Thank you for sharing your insights! Tools like Healthy Minds Program app can indeed be very helpful in guiding and enhancing meditation practices.
I’d like to add another dimension to meditation routine: the use of binaural beats with an application like Brainwave. Binaural beats are a form of soundwave therapy. They work by playing two slightly different frequencies in each ear. The brain perceives a third tone based on the mathematical difference between these two frequencies. For example, if a 300 Hz tone is played in one ear and a 310 Hz tone in the other, the brain will process a 10 Hz tone.
The scientific background of binaural beats lies in the brain’s response to these frequencies. Different frequencies are associated with different states of brain activity. For instance, Delta waves (1-4 Hz) are linked with deep sleep, Theta waves (4-8 Hz) with meditation and light sleep, Alpha waves (8-14 Hz) for relaxed but alert states, Beta waves (14-30 Hz) for active thinking and concentration, and Gamma waves (30-42 Hz) for peak concentration and high levels of cognitive functioning.
By using binaural beats, you can potentially guide your brain into a desired state. For example, if you want to deepen your meditation, you might use Theta wave binaural beats to help your brain shift into a more meditative state.
I’ve had my Polar H10 for about 10 days and wear it at night for a sleep monitor. I use the EliteHRV app to do the Morning Readiness test. My score on that seems to bounce all over the place as well as the HRV rate itself. For HRV it says baseline 57, yesterday 88 and today 73. My sleep score (Android as Sleep app) have been consistently very good, not much variation. I’m still trying to get it all figured out.
I don’t have any of the factors on your Table 2 above.
Basically, all the measuring is just to get a baseline. I think that my health is pretty good (at least it feels that way) but who am I comparing myself to?

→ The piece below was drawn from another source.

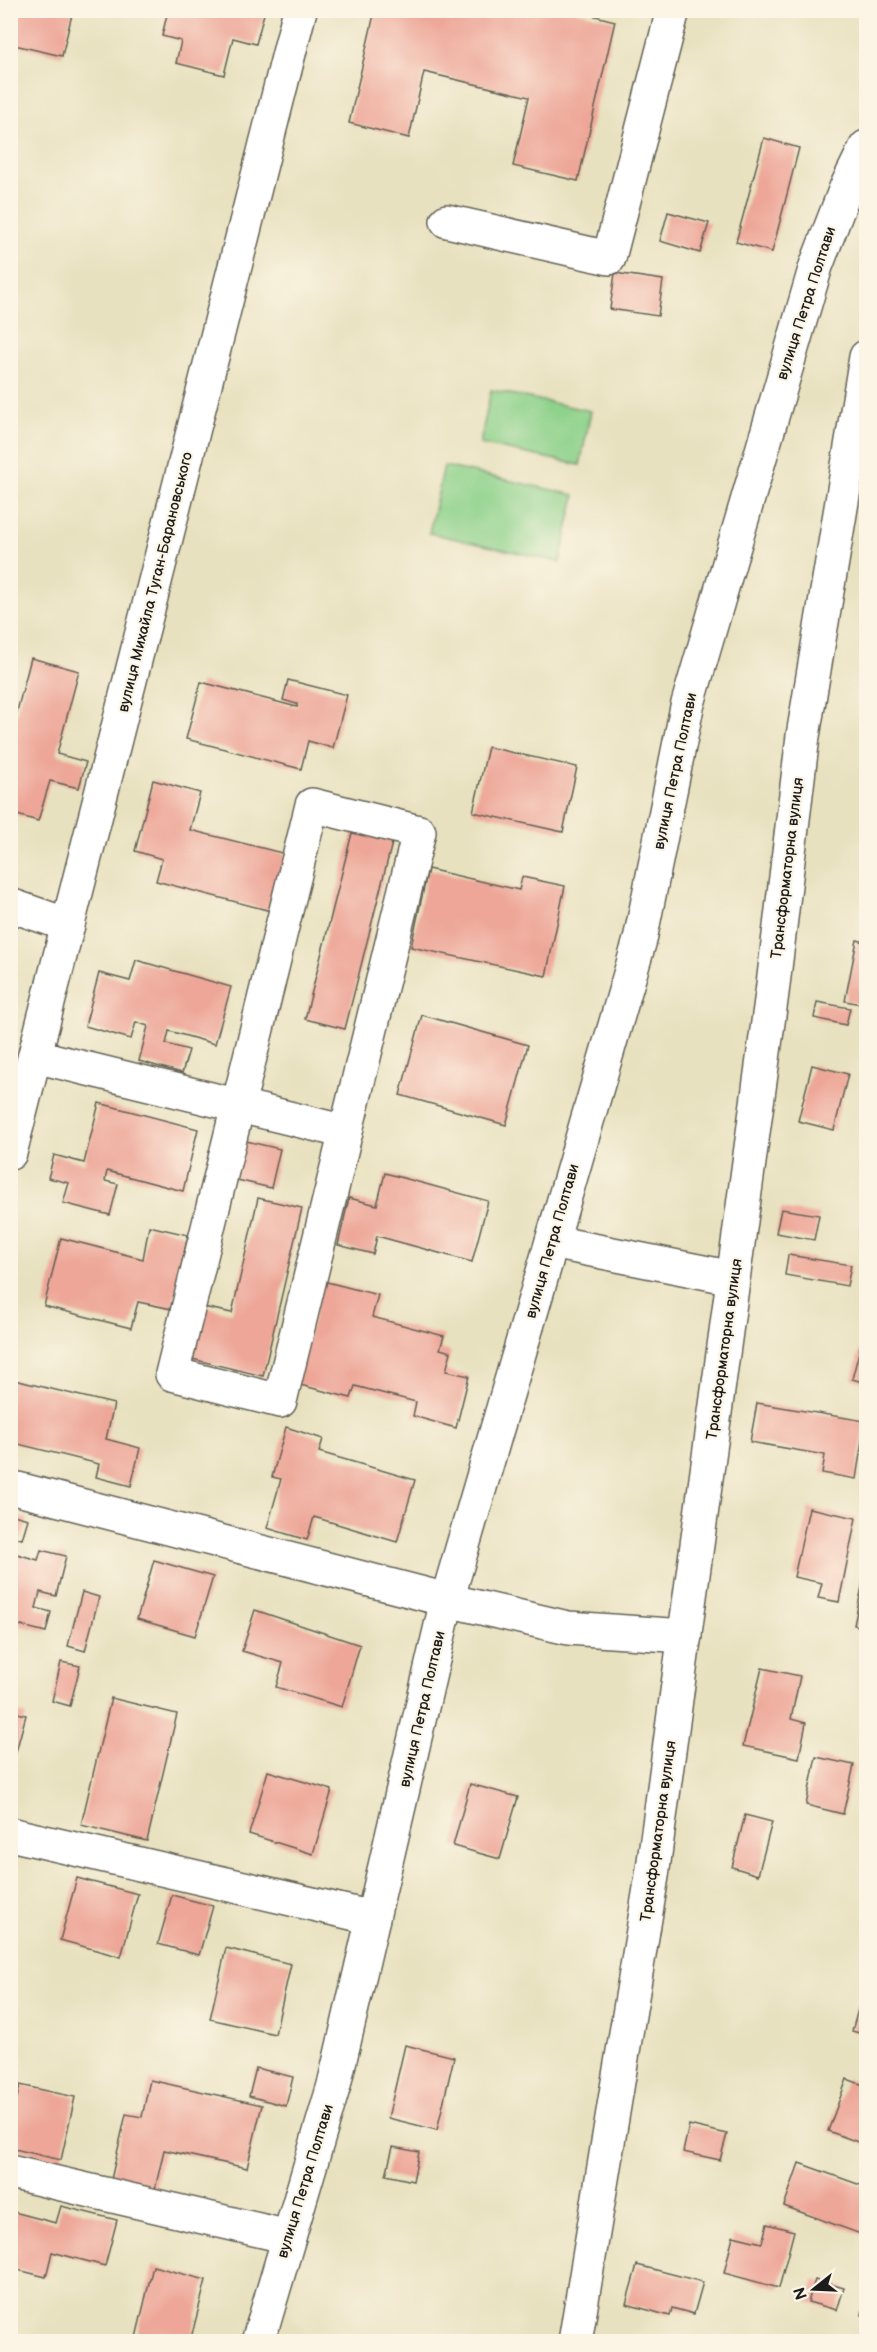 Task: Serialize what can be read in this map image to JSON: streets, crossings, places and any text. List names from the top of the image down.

The American public (big deal) or the world at large (some good, some bad). When I do the Levine Phenotype Blood calculator and come up with a score that says 10 years younger, they must be using some population to come up with what they think the average measures for your chronological age would be (and then comparing your actual blood levels to that). What is that population and how healthy would you consider them to be? If my Phenotypic age is 10 years younger than the average 70 year old Japanese, I might feel pretty good.
In the end, I just want a comprehensive set or repeatable, scorable tests that will tell me if a healthy person starts taking rapamycin, will they become even more healthy?

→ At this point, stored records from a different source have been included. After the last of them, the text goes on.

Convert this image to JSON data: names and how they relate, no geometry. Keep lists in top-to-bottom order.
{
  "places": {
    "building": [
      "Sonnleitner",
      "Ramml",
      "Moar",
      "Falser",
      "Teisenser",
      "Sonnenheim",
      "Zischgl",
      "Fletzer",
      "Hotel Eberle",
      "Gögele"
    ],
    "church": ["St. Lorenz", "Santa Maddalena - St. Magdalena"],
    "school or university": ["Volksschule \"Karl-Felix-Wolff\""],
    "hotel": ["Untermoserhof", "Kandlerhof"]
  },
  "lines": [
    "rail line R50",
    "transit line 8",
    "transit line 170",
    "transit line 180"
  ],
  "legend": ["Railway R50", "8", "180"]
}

Hi. Yes I am using apple watch - but I am not trusting so much to the analysis REM/Deep sleep. According to subjective perception, I am sleeping better after dedicated program, inducing low-delta waves. But it can be also conformational bias.
Thanks! I’ve been using The Polar H10 as a sleep monitor(Android as Sleep app) for a couple of weeks and my scores have been pretty good but I’m curious, so I think I’ll try it.
For my 40th birthday I climbed 5 Colorado 14ers over 2 days including an unroped free solo of Crestone Needle’s 4th class finish. I don’t feel that good any more.
Thanks @Neo , it does seem like the updated Levine calculator is more realistic, although still can’t feel too great when comparing your health to the US or UK average (I went from 10 to 8 years younger).
My HRV and sleep scores have been good but strangely my HRV went way down for a couple of days after getting my DexaScan - must have been the X-rays? Also felt weird the next day.
Of course I can’t be sure, but with nothing else unusual, I felt distinctly mentally and physically off, just for the next day and when I later looked at my HRV it showed a big drop during that same time and then recovered. (who knows what it was?)
“It’s important to stand still sometimes. Think of it as a little rest in the long journey of your life. This is your harbor. And your boat is just dropping anchor here for a little while. And after you’re well rested, you can set sail again.”
I’ve been meaning to get into meditation for a while but I could never justify it until something Aubrey de Grey said made me think meditation is one of the top longevity practices we can implement right now:
"There’s one thing that almost all centenarians have in common which is, nothing bothers them.
It’s not necessarily that they’ve had particularly stress free lives. The thing is when they encounter a stressful situation they cope with it really well and their (stress) hormone levels don’t get really elevated."